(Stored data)
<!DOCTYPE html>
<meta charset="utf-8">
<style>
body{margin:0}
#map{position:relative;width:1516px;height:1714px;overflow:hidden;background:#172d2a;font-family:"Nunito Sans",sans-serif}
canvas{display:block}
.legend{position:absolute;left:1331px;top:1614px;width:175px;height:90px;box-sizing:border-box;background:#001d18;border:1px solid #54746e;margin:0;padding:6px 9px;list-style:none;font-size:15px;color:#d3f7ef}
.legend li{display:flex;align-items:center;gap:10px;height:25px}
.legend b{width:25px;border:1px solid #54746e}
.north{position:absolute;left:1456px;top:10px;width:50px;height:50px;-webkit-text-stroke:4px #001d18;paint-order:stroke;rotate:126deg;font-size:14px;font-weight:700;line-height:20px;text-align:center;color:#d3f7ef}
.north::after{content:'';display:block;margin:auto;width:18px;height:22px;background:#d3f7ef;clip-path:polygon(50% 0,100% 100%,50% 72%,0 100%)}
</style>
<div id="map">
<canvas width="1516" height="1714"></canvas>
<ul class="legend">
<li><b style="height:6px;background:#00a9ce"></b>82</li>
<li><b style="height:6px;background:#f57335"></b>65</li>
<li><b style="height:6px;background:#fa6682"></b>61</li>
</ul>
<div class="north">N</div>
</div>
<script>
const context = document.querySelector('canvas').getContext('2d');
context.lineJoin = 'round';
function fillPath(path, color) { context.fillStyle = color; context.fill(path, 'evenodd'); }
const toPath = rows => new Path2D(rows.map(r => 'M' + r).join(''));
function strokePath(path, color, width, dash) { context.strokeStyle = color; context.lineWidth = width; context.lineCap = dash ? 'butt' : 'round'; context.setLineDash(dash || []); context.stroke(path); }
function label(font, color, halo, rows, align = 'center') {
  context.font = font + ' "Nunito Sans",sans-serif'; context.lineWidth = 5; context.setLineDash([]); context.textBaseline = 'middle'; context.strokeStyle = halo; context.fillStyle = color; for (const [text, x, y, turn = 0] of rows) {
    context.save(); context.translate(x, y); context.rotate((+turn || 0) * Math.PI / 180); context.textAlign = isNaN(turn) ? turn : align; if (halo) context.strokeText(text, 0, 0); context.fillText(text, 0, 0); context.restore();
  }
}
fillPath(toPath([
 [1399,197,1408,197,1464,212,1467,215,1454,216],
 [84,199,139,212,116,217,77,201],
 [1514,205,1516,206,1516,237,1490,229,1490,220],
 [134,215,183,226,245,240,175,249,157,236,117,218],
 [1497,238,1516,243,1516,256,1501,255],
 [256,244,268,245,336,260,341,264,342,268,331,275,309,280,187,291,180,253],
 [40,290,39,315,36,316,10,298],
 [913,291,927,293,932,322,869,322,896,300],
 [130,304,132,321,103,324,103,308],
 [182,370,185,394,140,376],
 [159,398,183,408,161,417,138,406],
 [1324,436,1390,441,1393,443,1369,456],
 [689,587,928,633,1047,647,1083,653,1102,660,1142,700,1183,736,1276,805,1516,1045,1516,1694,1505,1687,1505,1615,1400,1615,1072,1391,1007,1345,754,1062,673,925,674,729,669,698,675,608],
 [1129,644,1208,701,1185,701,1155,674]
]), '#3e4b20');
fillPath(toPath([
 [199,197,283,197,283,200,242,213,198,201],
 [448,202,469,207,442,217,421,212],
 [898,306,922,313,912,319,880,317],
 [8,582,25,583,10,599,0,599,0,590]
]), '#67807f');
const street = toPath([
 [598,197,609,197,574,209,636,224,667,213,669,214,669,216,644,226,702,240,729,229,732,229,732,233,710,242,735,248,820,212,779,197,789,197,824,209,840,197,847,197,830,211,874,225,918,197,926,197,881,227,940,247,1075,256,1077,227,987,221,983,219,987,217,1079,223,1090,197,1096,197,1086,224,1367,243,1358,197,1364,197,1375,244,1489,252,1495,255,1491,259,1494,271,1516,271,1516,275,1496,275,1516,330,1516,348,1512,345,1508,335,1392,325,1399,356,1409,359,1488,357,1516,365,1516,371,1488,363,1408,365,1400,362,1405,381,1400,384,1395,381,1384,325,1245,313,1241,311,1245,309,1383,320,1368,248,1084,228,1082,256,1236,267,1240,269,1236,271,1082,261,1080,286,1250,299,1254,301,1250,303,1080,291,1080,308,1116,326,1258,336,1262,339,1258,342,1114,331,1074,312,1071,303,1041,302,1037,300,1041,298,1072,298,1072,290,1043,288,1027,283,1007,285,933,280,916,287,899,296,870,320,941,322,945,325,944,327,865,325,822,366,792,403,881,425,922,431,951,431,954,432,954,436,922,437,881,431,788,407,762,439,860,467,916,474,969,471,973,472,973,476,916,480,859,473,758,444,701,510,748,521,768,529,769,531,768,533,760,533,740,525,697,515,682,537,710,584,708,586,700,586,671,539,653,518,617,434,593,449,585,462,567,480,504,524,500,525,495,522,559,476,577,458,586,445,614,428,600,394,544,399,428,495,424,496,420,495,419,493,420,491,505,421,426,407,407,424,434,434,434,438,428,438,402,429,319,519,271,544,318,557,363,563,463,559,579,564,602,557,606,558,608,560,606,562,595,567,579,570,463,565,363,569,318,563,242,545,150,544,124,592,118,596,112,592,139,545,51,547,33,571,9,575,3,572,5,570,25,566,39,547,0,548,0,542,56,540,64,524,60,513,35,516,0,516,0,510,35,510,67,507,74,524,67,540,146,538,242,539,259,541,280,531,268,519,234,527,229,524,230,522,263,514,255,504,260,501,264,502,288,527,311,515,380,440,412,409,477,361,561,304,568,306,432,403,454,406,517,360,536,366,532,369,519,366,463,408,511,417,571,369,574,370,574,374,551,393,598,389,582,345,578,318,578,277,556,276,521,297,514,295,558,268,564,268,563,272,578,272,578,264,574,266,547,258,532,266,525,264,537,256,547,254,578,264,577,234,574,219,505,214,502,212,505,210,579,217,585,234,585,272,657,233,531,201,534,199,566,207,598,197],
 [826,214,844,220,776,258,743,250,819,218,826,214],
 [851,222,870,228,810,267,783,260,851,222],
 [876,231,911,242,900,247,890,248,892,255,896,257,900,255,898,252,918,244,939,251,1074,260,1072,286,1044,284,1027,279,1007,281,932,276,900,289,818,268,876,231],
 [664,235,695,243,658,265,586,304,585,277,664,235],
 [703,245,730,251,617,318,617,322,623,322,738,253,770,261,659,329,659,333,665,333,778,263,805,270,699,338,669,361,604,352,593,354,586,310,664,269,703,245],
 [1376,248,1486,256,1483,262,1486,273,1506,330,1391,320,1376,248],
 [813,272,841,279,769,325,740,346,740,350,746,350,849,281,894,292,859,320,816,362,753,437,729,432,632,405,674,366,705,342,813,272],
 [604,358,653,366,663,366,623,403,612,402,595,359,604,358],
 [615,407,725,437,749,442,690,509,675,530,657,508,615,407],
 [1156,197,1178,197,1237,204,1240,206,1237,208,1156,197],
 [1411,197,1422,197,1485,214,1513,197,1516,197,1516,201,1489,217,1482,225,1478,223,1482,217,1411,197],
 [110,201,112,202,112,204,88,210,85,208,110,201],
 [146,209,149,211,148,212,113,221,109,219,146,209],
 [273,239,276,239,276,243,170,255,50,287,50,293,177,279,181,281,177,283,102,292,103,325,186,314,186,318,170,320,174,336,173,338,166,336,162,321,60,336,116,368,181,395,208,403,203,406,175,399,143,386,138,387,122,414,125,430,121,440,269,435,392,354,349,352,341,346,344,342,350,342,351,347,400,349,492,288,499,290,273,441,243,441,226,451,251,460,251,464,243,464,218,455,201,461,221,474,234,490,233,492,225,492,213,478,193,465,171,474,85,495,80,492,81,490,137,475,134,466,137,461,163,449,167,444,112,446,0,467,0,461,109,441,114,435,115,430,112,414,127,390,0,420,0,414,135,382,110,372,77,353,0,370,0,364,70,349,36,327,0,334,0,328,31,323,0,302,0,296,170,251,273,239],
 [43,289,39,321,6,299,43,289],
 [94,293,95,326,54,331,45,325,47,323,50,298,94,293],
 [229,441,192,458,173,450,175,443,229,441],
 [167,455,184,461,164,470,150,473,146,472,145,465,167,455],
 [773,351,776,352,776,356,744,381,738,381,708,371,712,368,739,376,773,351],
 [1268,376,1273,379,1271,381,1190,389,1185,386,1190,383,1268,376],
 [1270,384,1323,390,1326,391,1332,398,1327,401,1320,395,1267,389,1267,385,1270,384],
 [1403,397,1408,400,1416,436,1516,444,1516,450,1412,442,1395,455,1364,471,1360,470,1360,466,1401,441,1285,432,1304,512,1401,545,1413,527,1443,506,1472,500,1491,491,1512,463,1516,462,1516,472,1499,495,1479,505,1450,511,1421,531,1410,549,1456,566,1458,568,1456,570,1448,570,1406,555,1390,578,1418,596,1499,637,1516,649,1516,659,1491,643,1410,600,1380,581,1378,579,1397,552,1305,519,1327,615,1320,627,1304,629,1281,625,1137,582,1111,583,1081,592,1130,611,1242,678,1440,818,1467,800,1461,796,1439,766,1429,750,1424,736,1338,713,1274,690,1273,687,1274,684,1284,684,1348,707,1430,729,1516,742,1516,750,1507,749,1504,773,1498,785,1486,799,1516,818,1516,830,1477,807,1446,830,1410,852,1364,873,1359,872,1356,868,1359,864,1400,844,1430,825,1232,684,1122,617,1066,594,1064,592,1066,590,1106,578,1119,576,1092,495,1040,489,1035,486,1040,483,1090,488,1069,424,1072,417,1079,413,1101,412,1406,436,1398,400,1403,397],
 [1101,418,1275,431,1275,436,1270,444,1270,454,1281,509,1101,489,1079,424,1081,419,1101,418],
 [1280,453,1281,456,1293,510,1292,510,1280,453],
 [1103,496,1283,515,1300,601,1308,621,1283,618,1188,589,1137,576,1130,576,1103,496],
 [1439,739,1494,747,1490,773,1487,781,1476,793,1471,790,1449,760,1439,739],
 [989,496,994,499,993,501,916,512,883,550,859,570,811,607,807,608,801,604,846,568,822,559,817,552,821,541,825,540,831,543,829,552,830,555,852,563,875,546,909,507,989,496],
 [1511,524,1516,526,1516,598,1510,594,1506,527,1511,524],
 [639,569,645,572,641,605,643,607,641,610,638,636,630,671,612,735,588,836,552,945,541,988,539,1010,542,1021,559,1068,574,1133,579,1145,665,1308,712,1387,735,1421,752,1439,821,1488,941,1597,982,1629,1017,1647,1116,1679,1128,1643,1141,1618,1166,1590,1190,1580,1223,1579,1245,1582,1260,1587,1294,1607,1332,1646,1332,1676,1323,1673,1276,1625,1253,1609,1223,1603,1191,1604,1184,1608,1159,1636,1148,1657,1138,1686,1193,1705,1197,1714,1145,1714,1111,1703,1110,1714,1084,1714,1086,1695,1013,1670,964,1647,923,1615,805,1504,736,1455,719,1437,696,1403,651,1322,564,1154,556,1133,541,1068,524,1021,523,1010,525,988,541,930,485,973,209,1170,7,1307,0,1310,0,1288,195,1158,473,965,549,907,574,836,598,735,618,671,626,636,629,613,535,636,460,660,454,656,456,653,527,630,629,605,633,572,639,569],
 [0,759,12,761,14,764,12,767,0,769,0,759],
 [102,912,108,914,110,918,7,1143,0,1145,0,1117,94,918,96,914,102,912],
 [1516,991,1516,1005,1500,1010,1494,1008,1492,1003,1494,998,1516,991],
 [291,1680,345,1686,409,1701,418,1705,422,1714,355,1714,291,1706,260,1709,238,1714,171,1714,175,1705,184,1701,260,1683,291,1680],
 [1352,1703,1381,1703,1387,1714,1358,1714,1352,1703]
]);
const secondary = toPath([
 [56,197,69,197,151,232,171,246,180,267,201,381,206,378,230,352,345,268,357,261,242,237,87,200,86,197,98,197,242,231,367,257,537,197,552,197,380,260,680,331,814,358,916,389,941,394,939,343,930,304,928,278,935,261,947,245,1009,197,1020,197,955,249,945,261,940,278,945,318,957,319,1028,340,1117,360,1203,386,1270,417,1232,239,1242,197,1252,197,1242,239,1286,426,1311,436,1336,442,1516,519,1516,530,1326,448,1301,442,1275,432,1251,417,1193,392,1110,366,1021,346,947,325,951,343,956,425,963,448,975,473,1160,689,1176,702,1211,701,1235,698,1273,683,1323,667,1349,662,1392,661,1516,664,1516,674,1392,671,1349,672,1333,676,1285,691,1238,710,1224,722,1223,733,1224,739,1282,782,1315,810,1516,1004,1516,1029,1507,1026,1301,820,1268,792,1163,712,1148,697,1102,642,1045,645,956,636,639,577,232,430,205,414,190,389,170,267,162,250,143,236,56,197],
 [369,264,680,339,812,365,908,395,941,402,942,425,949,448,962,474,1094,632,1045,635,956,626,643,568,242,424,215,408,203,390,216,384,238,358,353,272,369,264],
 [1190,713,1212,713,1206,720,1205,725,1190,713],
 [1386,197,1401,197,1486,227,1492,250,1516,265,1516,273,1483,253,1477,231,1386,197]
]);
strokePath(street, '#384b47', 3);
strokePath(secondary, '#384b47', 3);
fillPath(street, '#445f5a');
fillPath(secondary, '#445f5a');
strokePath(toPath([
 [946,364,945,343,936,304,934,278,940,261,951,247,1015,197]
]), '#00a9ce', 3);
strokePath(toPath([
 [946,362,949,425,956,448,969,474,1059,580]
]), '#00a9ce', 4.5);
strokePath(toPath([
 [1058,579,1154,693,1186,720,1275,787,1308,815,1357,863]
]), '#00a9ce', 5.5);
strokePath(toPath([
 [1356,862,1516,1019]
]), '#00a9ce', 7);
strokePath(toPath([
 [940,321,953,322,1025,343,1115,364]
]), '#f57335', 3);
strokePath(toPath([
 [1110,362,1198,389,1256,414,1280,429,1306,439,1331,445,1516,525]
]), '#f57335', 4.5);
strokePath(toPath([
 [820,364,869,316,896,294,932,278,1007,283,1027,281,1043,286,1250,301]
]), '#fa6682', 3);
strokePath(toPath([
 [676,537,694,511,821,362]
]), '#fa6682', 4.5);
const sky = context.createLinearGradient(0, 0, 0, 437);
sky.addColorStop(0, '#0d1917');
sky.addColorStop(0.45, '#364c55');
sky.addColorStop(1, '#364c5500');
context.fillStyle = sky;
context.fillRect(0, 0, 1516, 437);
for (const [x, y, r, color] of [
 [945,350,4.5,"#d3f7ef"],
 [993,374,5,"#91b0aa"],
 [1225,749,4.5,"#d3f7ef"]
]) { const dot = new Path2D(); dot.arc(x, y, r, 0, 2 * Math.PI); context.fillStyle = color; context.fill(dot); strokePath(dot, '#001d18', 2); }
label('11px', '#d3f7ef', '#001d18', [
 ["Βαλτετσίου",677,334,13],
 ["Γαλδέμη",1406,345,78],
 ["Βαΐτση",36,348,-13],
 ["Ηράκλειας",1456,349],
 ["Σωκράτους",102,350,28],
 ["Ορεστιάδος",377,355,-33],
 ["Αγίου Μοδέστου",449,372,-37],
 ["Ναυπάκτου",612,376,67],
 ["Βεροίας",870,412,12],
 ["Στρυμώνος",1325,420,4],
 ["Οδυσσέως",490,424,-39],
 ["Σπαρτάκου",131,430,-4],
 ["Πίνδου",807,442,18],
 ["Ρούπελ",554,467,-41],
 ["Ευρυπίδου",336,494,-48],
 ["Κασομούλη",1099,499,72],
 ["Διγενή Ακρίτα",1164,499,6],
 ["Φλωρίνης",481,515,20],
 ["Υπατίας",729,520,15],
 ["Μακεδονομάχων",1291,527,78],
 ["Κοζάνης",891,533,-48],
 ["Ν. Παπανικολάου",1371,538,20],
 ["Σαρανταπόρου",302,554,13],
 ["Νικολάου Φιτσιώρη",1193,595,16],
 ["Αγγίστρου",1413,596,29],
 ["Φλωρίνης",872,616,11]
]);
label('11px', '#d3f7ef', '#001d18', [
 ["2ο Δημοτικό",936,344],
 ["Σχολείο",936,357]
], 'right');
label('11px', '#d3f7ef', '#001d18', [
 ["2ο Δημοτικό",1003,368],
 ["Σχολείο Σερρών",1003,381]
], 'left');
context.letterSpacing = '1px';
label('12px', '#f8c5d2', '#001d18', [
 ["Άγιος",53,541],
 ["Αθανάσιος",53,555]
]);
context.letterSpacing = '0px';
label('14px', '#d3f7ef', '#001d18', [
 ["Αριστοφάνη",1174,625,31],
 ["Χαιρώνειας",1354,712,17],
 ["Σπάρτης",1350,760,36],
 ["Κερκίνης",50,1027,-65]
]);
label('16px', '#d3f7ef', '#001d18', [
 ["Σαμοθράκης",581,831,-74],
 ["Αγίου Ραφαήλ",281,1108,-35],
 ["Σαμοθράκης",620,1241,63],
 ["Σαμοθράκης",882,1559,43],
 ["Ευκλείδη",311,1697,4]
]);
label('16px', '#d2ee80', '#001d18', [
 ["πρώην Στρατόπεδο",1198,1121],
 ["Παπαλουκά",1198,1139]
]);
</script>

Assignment -
Lines from the first one above through the line containing "context.lineJoin = 'round';" are to be retyped exactly, both included, and nothing more.

Exercise output -
<!DOCTYPE html>
<meta charset="utf-8">
<style>
body{margin:0}
#map{position:relative;width:1516px;height:1714px;overflow:hidden;background:#172d2a;font-family:"Nunito Sans",sans-serif}
canvas{display:block}
.legend{position:absolute;left:1331px;top:1614px;width:175px;height:90px;box-sizing:border-box;background:#001d18;border:1px solid #54746e;margin:0;padding:6px 9px;list-style:none;font-size:15px;color:#d3f7ef}
.legend li{display:flex;align-items:center;gap:10px;height:25px}
.legend b{width:25px;border:1px solid #54746e}
.north{position:absolute;left:1456px;top:10px;width:50px;height:50px;-webkit-text-stroke:4px #001d18;paint-order:stroke;rotate:126deg;font-size:14px;font-weight:700;line-height:20px;text-align:center;color:#d3f7ef}
.north::after{content:'';display:block;margin:auto;width:18px;height:22px;background:#d3f7ef;clip-path:polygon(50% 0,100% 100%,50% 72%,0 100%)}
</style>
<div id="map">
<canvas width="1516" height="1714"></canvas>
<ul class="legend">
<li><b style="height:6px;background:#00a9ce"></b>82</li>
<li><b style="height:6px;background:#f57335"></b>65</li>
<li><b style="height:6px;background:#fa6682"></b>61</li>
</ul>
<div class="north">N</div>
</div>
<script>
const context = document.querySelector('canvas').getContext('2d');
context.lineJoin = 'round';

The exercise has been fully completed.